Those years, at best, were a kind of benign neglect. But since 2010 they have been under open assault by Tory austerity and rapacious globalisation, their safety nets shot with gaping holes that drop straight through to the food bank, lives blighted by poverty pay, welfare cuts and a new Uberised serfdom. In the absence of any other material help, these communities have fuelled their survival on rage.

Since 2010, Tory and Ukip masters of misdirection have performed an extraordinary mirror trick that has directed this fury away from the right-wing economics causing their poverty, and towards other poor people, here and abroad – immigrants, welfare claimants, disabled people. During the EU referendum, the magical resonance of Leave’s arguments, truthful or otherwise, was so great, that communities such as Sunderland – where Nissan, the Japanese car manufacturer, is critical to the local economy – voted against their own interests, in effect performing an act of self-harm. Most magical of all, there is no comeback. When I ask Stephen if he feels betrayed by the ­vanished architects of Brexit, he just laughs. “We never believed a word anyway!” he says. “Not a decent one among them.”

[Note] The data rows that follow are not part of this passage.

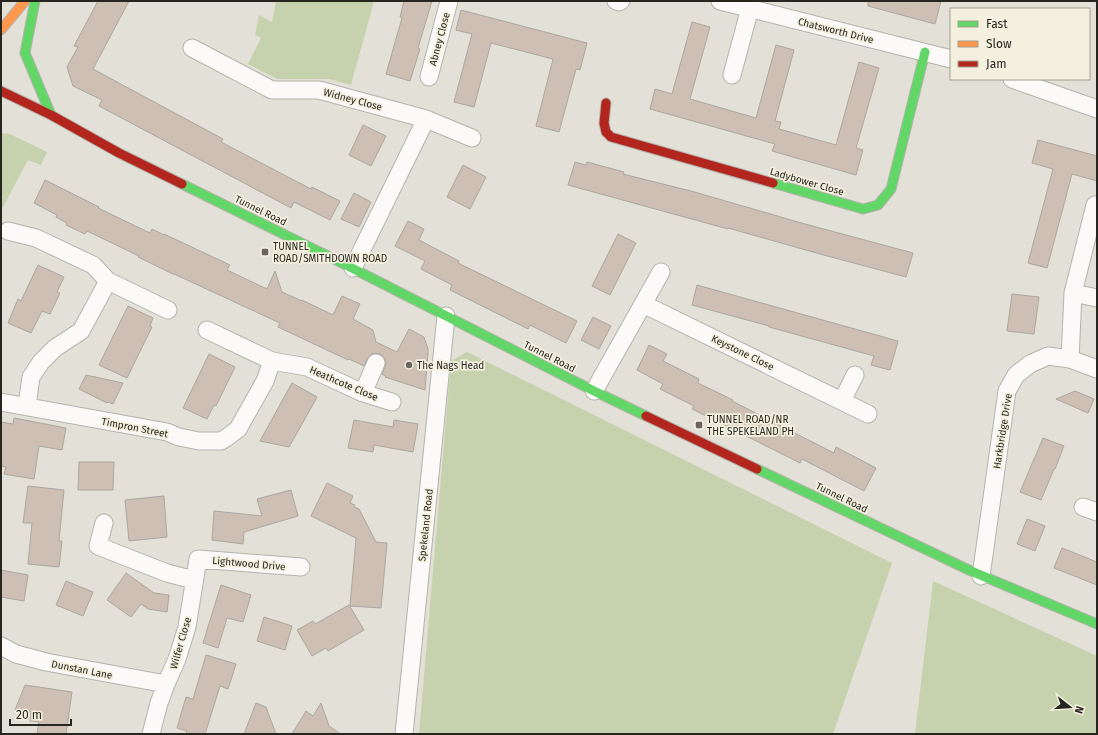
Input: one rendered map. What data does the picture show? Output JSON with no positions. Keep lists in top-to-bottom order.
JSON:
{
  "streets": {
    "main road": ["Ladybower Close", "Tunnel Road"],
    "street": [
      "Chatsworth Drive",
      "Abney Close",
      "Widney Close",
      "Keystone Close",
      "Heathcote Close",
      "Timpron Street",
      "Harkbridge Drive",
      "Spekeland Road",
      "Lightwood Drive",
      "Wilfer Close",
      "Dunstan Lane"
    ]
  },
  "crossings": [
    ["Chatsworth Drive", "Ladybower Close"],
    ["Tunnel Road", "Harkbridge Drive"],
    ["Tunnel Road", "Spekeland Road"],
    ["Heathcote Close", "Timpron Street"],
    ["Lightwood Drive", "Wilfer Close"],
    ["Wilfer Close", "Dunstan Lane"]
  ],
  "places": {
    "transit": ["TUNNEL ROAD/SMITHDOWN ROAD", "TUNNEL ROAD/NR THE SPEKELAND PH"],
    "other": ["The Nags Head"]
  },
  "legend": ["Fast", "Slow", "Jam"],
  "scale_bar": "20 m",
  "north": "right"
}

Does he think Brexit will bring any extra money or jobs to Sunderland?

“No, probably not.”

“So how will things get better?”

“Things won’t get better.”

It was my turn to laugh. All that time spent thinking about what Remain arguments could reach people like Stephen. There weren’t any.

But you’re still glad you voted Out?

“Aye. Because they’ll have to start listening to us now, won’t they?”

Dawn pats my shoulder kindly. “You don’t want to get yourself upset about all this, pet!” she says. “Nothing bad’s happened yet, has it?”

All that long day I keep looking up and down that lovely beach for a shred of love for the Labour Party. I find only anger, even among the people who continue grudgingly to vote for the party. The conversations I have at Sue’s little café on the seafront remind me of the weeks I spent in 2010 working with the Hope Not Hate campaign, when it seemed the British National Party would win control of Barking and Dagenham. The difference is that, where six years ago the BNP almost found itself a toehold in the crumbling political rockface, there is now a fissure through which masterful politicians have driven their lying bus.

When I ask Dawn if she’s sure her vote for Brexit was nothing to do with immigration, she hesitates. “Well, you see frightening videos on Facebook,” she says. “You hear about rapes. I think some people are getting scared for their kids. It’s not racist to say there’s no housing. The NHS can’t cope.”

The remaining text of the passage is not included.